Weekend rains delayed ongoing efforts to remove gas that leaked from a Kinder Morgan fuel pipeline in Walnut Creek – the same pipeline and in the same area as a 2004 explosion that killed five.

Area residents first reported the smell of fuel in the area late last month. Responding crews found that as much as 42,000 gallons of gas had leaked into the San Ramon Bypass flood control channel and surrounding grounds, and have been trying to clean up the spill under the watchful eye of various agencies, the city, and wary locals ever since.

Efforts have been made to re-route rain water around the work site and crews are working and monitoring changes in conditions overnight.

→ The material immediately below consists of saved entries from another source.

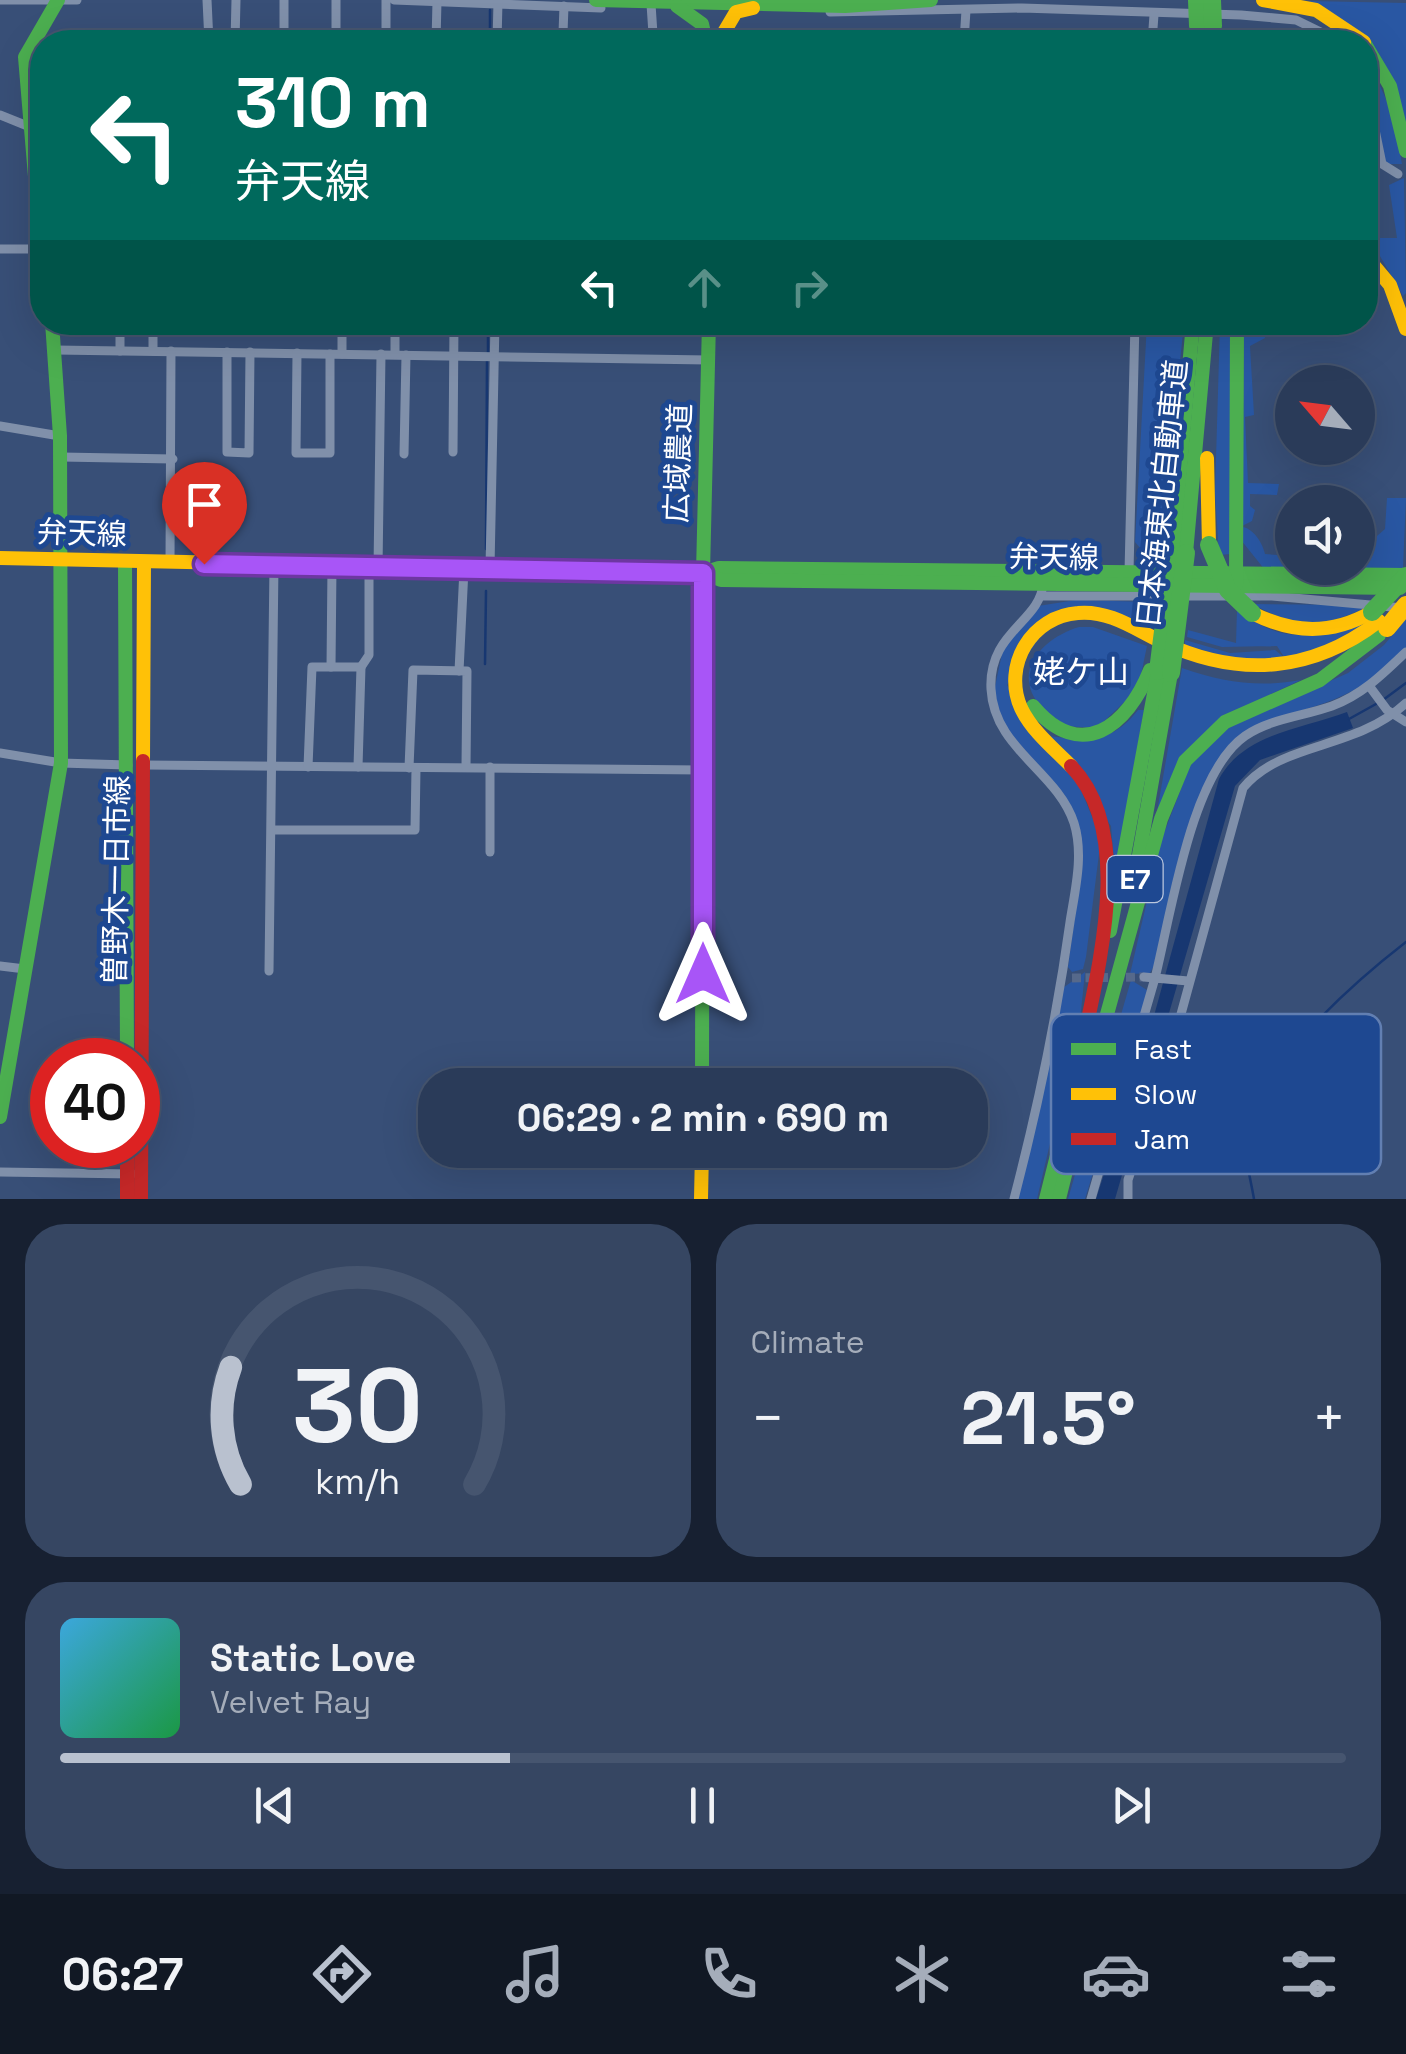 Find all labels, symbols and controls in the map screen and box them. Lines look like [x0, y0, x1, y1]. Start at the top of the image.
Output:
text: 310 m [235, 58, 431, 147]
icon: left [70, 70, 200, 200]
text: 弁天線 [235, 153, 370, 210]
icon: left [572, 260, 627, 315]
icon: ahead [677, 260, 732, 315]
icon: right [782, 260, 837, 315]
street label: 日本海東北自動車道 [1128, 358, 1196, 630]
north arrow [1275, 365, 1375, 465]
map controls [1275, 365, 1375, 585]
street label: 広域農道 [656, 402, 700, 524]
pin [162, 462, 247, 565]
icon: arrive [177, 477, 232, 532]
button: sound [1275, 485, 1375, 585]
street label: 弁天線 [36, 512, 128, 554]
street label: 弁天線 [1009, 537, 1099, 577]
district label: 姥ケ山 [1033, 652, 1129, 692]
street label: 曽野木一日市線 [95, 775, 137, 985]
road number: E7 [1108, 856, 1162, 902]
position arrow [651, 922, 755, 1026]
legend [1051, 1014, 1381, 1174]
text: Fast [1134, 1031, 1192, 1067]
speed limit sign: 40 [30, 1038, 160, 1168]
text: Slow [1134, 1076, 1197, 1112]
text: 06:29 · 2 min · 690 m [517, 1094, 889, 1142]
text: Jam [1134, 1121, 1190, 1157]
text: Climate [751, 1322, 865, 1362]
text: 30 [292, 1340, 423, 1472]
text: 21.5° [961, 1370, 1136, 1466]
text: − [751, 1383, 785, 1453]
text: + [1312, 1383, 1346, 1453]
text: km/h [315, 1459, 400, 1504]
text: Static Love [210, 1634, 416, 1682]
text: Velvet Ray [210, 1682, 371, 1722]
icon: previous [247, 1778, 302, 1833]
icon: pause [675, 1778, 730, 1833]
icon: next [1104, 1778, 1159, 1833]
icon: directions [307, 1939, 377, 2009]
icon: music [500, 1939, 570, 2009]
icon: phone [694, 1939, 764, 2009]
icon: climate [887, 1939, 957, 2009]
icon: car [1081, 1939, 1151, 2009]
icon: filters [1274, 1939, 1344, 2009]
text: 06:27 [62, 1946, 183, 2003]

It is not known how long the remediation effort will take.

The state’s Office of Spill Prevention and Response and the Environmental Protection Agency are monitoring the scene.  City of Walnut Creek staff and County Flood Control personnel are also on hand.

Some locals remember the 2004 explosion on the same line that killed five construction workers and injured four others.

In that incident the Kinder Morgan pipeline was struck by a backhoe, causing a gasoline spill that ignited an explosive fireball investigators said incinerated five workers and severely injured four others. The California Occupational Safety and Health Administration cited Kinder Morgan for failure to accurately mark or map the pipeline location, and the California Fire Marshal fined the company $500,000 for its role in what they said was a “completely preventable” tragedy.

5 COMMENTS

  1. That “gas” would be gas oline, but not to worry I learned in organic chemistry class that gasoline is TOTALLY organic.
    Still it’s good to know that GIANT companies like Exxon are deflating in value faster than used Trump protest bazzoons.

  2. I recall noting an noxious odor whilst cycling along the Iron Horse Trail behind Las Lomas late last month. I assumed it was uncontained sewage from one of the transient encampments that dot the underbrush along that trail.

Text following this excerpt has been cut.